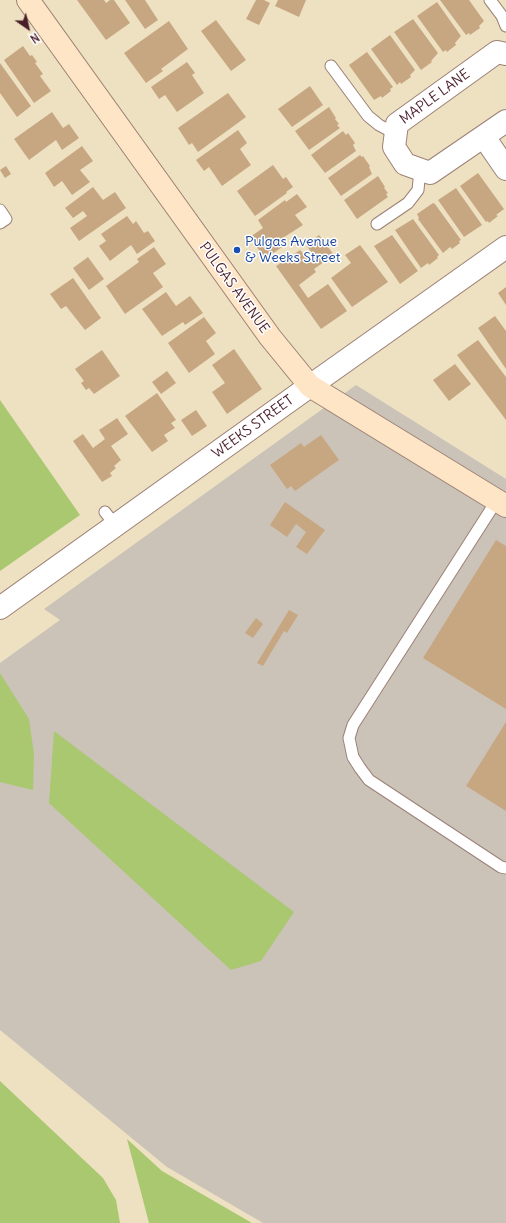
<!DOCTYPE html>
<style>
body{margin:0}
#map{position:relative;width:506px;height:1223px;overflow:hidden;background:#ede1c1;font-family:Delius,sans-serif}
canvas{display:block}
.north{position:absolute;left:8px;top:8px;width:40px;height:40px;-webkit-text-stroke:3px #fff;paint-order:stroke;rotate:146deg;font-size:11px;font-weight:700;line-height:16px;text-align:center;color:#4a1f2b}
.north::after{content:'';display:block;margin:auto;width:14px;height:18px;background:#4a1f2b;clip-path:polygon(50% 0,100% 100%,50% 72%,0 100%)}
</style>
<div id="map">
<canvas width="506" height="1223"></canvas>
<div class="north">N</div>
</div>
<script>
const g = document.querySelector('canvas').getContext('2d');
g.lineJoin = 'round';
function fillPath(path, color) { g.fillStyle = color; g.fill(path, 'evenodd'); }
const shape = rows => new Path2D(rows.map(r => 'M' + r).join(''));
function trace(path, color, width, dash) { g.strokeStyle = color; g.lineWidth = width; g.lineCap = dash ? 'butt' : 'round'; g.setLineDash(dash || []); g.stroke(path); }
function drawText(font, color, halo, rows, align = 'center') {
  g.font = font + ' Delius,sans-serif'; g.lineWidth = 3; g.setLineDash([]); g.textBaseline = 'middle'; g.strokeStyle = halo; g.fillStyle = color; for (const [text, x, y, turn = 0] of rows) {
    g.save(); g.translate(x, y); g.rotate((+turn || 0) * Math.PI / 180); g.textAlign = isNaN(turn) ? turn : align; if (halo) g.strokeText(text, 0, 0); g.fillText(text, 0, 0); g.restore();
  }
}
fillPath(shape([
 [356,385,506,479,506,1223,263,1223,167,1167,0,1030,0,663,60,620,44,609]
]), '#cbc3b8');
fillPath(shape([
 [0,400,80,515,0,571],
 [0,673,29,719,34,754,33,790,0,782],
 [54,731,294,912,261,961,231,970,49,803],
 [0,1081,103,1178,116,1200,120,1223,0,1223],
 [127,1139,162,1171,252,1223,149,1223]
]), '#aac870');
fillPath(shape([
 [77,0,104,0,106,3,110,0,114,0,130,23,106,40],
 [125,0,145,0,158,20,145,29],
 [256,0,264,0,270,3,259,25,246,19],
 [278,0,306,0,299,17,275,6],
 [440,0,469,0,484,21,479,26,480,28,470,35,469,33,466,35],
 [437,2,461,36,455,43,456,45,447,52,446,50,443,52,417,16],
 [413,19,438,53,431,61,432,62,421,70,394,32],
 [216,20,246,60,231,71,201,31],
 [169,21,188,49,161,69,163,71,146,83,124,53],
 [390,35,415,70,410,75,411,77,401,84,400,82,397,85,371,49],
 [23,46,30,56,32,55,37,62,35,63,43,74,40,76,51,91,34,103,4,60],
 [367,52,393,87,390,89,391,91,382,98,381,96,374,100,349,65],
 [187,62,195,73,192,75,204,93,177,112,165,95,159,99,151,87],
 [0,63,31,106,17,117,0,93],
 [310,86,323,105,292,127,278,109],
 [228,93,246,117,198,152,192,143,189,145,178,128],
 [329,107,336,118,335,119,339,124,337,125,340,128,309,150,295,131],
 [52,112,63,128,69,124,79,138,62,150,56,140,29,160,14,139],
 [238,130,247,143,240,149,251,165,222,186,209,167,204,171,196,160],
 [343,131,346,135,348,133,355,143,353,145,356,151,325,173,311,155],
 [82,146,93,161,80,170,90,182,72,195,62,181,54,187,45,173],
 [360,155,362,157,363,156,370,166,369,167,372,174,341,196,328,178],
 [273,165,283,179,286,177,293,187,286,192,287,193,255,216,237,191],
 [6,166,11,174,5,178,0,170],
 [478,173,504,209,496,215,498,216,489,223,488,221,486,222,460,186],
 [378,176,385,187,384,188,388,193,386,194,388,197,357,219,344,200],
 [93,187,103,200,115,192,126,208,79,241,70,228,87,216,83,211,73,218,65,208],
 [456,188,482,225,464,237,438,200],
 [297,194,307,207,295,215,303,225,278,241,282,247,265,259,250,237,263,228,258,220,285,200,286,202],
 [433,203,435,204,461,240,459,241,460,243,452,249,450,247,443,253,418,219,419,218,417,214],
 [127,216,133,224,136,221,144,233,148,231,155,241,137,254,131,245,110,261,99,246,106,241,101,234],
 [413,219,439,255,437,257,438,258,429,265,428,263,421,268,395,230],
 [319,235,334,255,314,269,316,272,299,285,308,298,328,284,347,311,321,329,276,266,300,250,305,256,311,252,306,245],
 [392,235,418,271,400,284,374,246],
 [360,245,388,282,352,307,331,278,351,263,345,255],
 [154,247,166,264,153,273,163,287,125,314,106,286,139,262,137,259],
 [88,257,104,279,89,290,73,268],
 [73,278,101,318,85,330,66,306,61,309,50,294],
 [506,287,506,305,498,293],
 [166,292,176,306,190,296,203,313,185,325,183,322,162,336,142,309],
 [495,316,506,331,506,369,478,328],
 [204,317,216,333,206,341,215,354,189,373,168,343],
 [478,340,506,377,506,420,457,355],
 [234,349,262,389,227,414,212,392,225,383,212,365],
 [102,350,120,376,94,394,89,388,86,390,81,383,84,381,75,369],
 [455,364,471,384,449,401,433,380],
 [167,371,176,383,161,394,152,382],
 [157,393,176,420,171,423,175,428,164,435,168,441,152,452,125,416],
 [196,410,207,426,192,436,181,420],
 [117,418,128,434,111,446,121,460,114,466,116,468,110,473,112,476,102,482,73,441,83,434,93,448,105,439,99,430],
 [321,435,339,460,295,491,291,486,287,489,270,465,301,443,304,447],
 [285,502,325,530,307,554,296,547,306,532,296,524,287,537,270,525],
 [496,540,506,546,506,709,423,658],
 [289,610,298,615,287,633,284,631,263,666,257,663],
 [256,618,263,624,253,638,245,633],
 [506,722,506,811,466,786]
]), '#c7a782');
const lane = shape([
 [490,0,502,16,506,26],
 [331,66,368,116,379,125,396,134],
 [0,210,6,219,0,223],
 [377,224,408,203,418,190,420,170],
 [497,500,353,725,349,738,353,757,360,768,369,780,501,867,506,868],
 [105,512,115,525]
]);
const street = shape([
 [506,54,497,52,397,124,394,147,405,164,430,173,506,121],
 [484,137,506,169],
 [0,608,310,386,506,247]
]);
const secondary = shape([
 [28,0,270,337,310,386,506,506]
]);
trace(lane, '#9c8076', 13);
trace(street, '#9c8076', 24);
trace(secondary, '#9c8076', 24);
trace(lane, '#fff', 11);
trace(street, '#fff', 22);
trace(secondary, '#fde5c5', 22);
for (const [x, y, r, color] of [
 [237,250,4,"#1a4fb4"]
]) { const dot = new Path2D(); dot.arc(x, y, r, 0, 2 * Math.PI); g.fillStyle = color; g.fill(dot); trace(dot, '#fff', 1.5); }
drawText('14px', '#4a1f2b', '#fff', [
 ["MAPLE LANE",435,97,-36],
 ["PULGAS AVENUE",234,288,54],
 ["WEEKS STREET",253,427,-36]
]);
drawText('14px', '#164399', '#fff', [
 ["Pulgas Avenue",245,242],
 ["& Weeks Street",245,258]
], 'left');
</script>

--

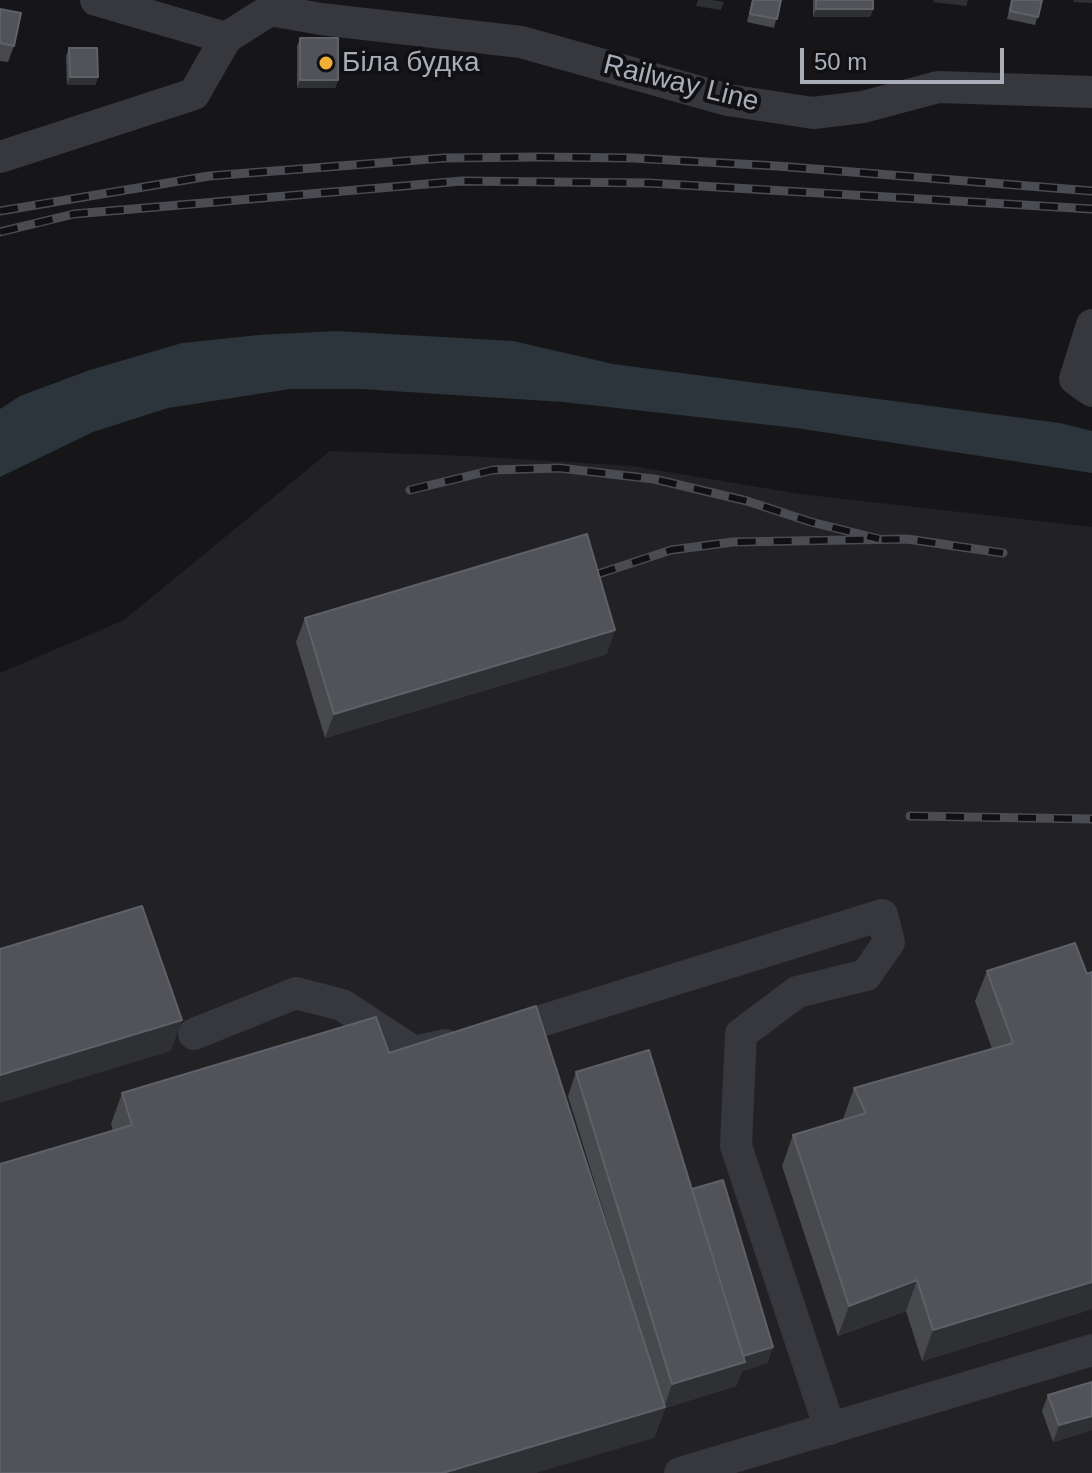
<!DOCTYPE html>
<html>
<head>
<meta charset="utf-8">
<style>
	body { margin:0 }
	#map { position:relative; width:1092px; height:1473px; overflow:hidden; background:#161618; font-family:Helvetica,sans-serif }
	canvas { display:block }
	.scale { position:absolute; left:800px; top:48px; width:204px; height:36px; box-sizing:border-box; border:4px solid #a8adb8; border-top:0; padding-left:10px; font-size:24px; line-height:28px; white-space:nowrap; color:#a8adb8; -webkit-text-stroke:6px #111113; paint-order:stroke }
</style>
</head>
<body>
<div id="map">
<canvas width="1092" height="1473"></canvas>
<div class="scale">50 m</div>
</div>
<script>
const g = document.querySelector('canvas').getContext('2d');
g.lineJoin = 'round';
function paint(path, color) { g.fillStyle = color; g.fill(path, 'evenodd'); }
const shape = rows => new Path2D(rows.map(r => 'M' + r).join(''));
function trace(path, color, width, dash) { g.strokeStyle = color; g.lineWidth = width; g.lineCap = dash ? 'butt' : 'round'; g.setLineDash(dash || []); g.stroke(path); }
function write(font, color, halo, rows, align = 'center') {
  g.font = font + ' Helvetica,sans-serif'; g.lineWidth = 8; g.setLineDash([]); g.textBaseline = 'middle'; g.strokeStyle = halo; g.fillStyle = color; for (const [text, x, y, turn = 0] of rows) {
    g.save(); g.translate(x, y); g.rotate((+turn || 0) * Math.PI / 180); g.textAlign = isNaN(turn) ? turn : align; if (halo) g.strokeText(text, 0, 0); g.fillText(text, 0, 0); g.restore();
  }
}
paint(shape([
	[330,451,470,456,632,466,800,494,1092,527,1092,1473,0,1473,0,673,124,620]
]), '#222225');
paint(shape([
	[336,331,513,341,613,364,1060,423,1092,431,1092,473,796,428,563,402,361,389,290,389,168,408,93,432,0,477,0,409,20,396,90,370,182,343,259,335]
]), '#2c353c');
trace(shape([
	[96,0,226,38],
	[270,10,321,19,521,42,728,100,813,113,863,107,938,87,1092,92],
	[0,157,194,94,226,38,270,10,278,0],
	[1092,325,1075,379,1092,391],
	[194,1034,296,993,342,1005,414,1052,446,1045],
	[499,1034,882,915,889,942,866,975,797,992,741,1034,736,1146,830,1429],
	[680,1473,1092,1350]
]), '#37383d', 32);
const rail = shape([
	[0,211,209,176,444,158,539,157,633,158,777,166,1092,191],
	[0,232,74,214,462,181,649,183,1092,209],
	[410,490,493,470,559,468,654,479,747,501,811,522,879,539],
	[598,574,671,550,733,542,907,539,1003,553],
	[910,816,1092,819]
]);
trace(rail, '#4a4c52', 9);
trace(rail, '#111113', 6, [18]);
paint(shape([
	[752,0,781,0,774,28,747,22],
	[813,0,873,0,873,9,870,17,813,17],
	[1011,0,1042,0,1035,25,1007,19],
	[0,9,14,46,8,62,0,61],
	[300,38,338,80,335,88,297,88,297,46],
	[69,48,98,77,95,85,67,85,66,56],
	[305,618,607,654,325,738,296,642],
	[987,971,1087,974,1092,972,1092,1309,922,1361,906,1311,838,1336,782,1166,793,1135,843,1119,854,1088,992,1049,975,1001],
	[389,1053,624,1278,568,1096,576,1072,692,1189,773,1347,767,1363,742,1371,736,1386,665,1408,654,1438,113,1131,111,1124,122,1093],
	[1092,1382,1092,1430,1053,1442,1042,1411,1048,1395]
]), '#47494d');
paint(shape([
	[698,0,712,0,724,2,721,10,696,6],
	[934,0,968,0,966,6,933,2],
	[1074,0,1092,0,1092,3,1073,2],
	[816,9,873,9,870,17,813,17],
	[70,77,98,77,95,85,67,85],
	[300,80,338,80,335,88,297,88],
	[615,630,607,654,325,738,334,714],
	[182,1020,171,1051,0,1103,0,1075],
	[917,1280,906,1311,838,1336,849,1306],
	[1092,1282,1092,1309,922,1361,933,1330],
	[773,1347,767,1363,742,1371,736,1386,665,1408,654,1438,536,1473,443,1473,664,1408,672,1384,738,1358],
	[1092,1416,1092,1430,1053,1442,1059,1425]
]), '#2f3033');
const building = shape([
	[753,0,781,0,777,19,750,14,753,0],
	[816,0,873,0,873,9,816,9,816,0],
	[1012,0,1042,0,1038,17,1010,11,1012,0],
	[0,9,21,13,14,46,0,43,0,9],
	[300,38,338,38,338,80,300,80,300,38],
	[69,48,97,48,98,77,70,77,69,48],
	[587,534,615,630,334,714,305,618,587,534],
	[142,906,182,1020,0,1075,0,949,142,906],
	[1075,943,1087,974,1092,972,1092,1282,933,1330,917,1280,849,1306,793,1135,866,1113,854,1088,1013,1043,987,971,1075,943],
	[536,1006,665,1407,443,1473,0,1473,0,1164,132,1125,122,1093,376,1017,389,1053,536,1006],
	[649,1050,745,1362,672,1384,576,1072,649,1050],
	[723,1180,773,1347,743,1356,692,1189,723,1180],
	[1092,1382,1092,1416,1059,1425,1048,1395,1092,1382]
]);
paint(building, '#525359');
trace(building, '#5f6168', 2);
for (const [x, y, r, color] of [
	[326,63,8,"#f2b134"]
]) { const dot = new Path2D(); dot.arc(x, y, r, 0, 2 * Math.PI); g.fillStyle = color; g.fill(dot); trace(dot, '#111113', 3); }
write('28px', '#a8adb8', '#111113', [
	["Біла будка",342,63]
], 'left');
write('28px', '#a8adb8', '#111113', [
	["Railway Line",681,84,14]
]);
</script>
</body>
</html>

• **Task brief**
All lines with the word "evenodd" need to be copied from the data above.

• **Task response**
function fillPath(path, color) { g.fillStyle = color; g.fill(path, 'evenodd'); }
function paint(path, color) { g.fillStyle = color; g.fill(path, 'evenodd'); }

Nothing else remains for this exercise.